Monzo, the U.K. challenger bank now with more than 4.8 million customers, has closed another £60 million in funding, priced the same as and effectively an extension of the its previous top-up round in June.

This saw Monzo valued by private investors at around £1.2 billion, marked by industry observers as a down round because it was lower than the upstart bank’s previous — perhaps overheated — valuation before the Coronavirus pandemic skewed leverage in favour of investors or forced a legitimate fintech market correction, depending on your perspective.

The new funding comes from a clutch of new backers including Deliveroo and Stripe investor Novator, Kaiser, and TED Global, as well as existing investor Goodwater. They join the likes of Y Combinator, General Catalyst, Accel, Passion, Thrive and Stripe, who all re-invested earlier this year.

It means Monzo has raised £125 million in funding since COVID-19 struck (an additional £5 million was quietly added during the last top up), and this current extension will be seen as good news for the bank as it looks to continue growing and increasing revenue lines beyond interchange fees.

To that end, Monzo shared some latest numbers with TechCrunch. In addition to approaching 5 million customers overall, it now has more than 60,000 business users — up from 25,000 signups in March — and more than 100,000 customers across its paid-for current accounts, Monzo Plus and Monzo Premium.

Adds Monzo CEO, TS Anil, in a statement given to TechCrunch: “We’ve raised £125 million this year, achieved strong organic growth and are now nearing five million customers, all while becoming the most switched to bank in the U.K. and the top rated for overall service. This news demonstrates the confidence that both our customers and investors have in Monzo”.

Meanwhile, it has been a challenging time for Monzo, as it, along with many other fintech companies, has had to weather the coronavirus crisis and resulting economic downturn. This included utilising the U.K. furlough scheme and subsequently making around 80 employees redundant in the Summer. In addition, there was a round of U.S. layoffs and the shuttering of its Las Vegas-based customer support office.

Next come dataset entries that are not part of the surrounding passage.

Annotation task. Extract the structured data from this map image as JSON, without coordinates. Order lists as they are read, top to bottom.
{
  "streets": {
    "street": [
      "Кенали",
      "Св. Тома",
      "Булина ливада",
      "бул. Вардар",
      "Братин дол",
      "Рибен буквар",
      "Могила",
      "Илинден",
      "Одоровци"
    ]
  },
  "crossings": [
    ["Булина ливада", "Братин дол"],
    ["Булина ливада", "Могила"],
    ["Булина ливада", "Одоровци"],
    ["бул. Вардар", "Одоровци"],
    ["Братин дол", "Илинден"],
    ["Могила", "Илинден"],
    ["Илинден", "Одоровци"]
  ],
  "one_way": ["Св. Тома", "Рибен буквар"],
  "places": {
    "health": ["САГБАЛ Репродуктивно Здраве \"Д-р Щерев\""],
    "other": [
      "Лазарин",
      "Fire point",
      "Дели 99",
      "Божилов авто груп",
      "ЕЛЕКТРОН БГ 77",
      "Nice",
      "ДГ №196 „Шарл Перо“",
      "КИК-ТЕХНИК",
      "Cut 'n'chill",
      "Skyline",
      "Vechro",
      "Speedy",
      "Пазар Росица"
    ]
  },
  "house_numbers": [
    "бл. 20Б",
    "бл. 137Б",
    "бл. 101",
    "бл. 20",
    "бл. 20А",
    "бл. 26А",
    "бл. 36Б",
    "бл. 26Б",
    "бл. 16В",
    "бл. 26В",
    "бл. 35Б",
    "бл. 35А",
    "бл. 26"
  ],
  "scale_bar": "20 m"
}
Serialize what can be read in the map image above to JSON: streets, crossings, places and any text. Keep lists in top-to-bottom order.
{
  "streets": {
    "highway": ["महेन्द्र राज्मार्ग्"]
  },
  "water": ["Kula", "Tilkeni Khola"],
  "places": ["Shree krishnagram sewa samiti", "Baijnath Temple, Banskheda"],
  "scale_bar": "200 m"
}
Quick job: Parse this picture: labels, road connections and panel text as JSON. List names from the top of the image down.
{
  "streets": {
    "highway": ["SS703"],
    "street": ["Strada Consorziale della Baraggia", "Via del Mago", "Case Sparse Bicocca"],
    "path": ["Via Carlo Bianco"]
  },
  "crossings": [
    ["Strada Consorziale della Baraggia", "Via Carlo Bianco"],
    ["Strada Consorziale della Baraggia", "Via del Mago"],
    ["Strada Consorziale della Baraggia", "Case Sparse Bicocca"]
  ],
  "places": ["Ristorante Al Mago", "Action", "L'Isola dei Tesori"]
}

Like some other banks and fintechs, the coronavirus crisis has resulted in Monzo seeing customer card spend reduce at home and (of course) abroad, meaning it is generating less revenue from interchange fees.

Separately, in May, Monzo co-founder Tom Blomfield announced internally that he was stepping down as CEO of the U.K. challenger bank to take up the newly created role of president. He was replaced as U.K. CEO by then U.S. CEO Anil, who also joined Monzo’s board in replacement of Bloomfield.